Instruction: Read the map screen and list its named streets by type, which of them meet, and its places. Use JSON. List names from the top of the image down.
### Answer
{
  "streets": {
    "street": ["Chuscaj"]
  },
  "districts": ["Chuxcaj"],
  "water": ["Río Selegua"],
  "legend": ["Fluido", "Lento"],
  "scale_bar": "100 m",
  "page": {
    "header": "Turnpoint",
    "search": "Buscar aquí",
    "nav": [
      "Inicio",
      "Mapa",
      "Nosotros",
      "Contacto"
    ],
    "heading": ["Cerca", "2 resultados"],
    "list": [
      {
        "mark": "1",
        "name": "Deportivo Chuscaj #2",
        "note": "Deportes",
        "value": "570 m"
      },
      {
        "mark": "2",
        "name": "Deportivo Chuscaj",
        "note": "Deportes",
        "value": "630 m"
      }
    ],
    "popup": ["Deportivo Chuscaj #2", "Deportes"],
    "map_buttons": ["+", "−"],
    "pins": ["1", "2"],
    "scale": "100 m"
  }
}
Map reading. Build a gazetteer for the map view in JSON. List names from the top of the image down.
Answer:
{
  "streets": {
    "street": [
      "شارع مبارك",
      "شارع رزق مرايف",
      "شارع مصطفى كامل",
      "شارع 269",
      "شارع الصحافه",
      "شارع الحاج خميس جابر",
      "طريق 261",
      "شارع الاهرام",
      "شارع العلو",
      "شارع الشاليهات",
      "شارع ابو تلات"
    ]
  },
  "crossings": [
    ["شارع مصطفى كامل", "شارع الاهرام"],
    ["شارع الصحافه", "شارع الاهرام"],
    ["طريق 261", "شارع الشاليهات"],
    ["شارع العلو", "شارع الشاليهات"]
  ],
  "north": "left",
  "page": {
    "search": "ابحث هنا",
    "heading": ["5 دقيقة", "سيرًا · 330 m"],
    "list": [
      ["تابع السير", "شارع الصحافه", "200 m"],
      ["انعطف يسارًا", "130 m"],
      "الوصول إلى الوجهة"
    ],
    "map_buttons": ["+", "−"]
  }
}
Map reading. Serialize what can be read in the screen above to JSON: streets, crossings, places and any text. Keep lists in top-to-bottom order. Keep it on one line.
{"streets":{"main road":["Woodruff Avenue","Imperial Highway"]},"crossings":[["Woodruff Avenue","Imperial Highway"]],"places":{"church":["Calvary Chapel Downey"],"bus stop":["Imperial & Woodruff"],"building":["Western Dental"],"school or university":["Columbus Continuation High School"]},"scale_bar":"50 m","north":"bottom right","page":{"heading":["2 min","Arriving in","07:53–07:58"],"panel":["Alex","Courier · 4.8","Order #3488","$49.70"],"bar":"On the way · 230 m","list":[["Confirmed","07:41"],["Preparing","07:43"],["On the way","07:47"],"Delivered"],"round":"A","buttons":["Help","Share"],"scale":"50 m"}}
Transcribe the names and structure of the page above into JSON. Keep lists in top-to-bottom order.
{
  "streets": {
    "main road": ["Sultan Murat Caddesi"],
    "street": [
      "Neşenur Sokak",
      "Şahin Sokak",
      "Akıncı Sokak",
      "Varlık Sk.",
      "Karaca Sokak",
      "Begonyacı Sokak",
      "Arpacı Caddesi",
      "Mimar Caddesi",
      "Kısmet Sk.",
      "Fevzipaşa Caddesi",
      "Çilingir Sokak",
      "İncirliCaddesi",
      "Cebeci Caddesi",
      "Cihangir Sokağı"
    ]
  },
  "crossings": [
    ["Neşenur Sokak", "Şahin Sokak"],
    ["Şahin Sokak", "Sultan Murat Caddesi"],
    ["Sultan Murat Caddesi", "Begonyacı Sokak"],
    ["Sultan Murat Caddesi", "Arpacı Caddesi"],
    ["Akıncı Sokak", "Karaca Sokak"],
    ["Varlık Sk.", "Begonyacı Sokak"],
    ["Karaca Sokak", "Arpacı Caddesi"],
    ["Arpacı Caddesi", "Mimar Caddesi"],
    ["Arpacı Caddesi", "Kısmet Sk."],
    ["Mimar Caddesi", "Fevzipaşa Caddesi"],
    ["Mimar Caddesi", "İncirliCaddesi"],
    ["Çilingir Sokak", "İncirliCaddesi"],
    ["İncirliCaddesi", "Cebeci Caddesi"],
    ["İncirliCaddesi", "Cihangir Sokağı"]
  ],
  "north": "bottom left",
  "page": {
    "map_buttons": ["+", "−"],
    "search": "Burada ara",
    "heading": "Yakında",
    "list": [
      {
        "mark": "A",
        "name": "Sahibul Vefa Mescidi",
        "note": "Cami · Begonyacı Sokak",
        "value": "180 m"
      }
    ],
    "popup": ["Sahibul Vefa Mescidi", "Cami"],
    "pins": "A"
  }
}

——

Assignment:
Pull out all lines from the entries above that include the word "screen".

Solution for this exercise:
Instruction: Read the map screen and list its named streets by type, which of them meet, and its places. Use JSON. List names from the top of the image down.
Map reading. Serialize what can be read in the screen above to JSON: streets, crossings, places and any text. Keep lists in top-to-bottom order. Keep it on one line.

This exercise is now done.